[Stored items]
....
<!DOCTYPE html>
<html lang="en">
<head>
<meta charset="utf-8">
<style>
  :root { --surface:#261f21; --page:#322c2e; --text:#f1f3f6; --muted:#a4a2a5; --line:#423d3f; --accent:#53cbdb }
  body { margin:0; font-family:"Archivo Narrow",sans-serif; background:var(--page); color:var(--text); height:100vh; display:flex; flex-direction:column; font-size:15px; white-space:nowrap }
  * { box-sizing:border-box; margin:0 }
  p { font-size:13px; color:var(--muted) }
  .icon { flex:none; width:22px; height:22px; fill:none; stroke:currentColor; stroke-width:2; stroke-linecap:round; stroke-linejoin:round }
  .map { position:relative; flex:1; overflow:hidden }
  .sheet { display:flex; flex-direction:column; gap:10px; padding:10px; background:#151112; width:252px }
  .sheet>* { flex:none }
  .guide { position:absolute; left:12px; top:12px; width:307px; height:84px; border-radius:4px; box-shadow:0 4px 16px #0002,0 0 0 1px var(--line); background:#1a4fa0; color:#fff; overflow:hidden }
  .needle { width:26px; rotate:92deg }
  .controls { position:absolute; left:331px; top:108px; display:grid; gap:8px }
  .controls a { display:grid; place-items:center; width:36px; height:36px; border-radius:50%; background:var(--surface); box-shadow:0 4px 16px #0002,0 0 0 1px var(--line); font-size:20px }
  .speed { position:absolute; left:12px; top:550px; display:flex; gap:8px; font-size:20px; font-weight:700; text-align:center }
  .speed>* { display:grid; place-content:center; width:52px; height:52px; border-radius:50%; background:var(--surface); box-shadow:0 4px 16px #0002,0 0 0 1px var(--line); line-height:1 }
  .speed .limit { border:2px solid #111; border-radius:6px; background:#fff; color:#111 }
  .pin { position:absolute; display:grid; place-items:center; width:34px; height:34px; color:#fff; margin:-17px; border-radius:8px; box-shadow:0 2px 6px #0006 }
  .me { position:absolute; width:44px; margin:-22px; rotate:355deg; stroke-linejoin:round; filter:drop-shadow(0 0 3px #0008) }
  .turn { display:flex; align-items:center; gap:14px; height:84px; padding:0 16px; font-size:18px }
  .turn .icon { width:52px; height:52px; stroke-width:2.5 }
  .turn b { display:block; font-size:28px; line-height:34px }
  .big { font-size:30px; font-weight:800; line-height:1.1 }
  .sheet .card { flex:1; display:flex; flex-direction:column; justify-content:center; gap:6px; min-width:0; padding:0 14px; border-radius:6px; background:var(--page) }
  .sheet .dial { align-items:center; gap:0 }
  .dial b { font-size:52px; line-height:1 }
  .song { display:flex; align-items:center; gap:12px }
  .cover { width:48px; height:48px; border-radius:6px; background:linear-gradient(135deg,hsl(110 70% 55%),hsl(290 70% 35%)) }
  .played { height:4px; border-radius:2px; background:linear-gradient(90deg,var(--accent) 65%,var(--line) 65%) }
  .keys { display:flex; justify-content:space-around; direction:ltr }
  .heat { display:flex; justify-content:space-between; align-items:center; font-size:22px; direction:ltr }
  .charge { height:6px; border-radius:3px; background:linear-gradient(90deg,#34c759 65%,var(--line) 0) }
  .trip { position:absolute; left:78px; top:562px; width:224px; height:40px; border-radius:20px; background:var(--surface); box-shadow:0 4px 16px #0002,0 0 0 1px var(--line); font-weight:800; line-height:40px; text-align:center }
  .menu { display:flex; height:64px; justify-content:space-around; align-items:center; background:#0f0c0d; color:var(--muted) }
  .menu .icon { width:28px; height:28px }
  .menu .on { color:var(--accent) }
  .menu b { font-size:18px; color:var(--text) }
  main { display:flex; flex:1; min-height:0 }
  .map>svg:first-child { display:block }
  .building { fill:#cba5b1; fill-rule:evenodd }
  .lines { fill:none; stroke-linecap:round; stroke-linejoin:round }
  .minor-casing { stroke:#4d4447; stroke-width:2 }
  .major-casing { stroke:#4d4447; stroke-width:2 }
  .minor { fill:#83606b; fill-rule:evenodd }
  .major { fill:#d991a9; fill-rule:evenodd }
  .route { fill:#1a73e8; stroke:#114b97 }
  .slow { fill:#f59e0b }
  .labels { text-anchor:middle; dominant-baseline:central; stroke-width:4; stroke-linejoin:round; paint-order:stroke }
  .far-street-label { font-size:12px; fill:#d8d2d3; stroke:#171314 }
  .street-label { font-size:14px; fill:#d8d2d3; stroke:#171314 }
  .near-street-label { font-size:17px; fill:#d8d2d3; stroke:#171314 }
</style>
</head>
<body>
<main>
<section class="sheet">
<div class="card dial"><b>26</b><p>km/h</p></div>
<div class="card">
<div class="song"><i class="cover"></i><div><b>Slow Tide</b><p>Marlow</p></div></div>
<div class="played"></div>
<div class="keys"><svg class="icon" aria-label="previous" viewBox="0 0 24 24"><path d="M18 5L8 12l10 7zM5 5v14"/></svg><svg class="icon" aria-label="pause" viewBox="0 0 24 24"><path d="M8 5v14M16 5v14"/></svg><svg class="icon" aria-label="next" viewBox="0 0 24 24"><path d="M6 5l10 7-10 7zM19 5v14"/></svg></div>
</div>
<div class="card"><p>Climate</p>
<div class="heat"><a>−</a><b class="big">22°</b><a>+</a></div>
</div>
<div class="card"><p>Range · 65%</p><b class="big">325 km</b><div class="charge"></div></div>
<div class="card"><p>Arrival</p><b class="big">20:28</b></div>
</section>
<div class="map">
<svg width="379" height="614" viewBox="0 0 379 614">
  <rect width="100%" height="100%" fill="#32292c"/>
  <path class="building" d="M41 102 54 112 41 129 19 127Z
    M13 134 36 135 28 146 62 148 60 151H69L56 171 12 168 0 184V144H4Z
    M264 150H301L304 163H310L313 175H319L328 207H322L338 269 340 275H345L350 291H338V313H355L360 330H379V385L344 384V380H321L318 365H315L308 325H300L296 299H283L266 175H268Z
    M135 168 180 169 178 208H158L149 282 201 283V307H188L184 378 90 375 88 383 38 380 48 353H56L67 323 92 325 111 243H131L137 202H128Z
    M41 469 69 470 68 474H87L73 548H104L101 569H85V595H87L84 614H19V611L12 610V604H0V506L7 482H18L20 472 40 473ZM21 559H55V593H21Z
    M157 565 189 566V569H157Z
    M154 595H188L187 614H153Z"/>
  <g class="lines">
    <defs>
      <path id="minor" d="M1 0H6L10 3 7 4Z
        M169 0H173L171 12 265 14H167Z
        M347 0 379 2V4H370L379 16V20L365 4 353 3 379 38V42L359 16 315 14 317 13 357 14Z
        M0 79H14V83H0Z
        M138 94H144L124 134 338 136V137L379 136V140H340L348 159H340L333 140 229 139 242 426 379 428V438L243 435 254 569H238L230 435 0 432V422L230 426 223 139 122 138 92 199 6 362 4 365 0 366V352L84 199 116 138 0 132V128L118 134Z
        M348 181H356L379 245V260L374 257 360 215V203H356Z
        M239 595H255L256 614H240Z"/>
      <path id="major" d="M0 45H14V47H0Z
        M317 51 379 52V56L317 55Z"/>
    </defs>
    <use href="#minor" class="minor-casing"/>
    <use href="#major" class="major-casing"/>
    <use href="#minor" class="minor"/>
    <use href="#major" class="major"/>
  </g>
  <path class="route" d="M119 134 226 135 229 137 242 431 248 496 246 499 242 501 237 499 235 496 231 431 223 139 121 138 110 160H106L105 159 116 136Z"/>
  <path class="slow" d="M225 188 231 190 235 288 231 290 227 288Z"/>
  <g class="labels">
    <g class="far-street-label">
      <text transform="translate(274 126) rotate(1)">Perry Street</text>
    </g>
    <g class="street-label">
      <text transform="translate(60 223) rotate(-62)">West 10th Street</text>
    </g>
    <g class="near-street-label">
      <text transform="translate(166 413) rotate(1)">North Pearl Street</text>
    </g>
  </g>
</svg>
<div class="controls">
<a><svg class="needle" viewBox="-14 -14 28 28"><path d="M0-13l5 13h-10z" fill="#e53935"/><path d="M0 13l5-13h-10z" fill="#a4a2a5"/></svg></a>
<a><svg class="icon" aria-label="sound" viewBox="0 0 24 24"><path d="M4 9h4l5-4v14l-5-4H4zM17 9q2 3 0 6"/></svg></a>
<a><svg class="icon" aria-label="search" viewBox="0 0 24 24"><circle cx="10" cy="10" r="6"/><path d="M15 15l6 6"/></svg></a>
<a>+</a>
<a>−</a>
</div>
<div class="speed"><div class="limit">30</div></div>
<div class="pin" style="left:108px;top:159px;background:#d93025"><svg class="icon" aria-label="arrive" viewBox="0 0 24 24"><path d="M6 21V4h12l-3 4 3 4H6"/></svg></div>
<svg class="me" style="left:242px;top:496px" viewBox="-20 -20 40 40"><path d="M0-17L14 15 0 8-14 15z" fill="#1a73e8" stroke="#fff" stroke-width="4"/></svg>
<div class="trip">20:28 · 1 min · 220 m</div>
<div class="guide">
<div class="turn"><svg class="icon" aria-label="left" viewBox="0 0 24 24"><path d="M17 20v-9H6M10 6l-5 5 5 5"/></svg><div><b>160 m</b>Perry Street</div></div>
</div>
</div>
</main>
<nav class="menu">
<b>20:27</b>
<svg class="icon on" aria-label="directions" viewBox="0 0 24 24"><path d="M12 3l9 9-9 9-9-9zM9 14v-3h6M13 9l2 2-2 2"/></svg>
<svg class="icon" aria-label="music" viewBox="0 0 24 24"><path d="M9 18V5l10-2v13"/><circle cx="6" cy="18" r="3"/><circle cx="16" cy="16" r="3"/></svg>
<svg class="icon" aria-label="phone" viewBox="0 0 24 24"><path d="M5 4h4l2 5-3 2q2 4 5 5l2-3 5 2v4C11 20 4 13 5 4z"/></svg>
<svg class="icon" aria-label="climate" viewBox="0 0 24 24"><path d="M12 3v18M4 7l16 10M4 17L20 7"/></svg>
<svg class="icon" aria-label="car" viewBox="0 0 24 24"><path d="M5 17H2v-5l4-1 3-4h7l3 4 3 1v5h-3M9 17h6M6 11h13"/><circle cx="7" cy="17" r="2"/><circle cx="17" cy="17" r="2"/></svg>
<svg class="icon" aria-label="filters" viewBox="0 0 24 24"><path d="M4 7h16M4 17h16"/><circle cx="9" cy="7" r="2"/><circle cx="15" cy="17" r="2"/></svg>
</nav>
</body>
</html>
....
▶ [YOUR TASK]: Please report the number of lines in the data that include "cover", with no other words.

▶ [SOLUTION TO THIS EXERCISE]: 2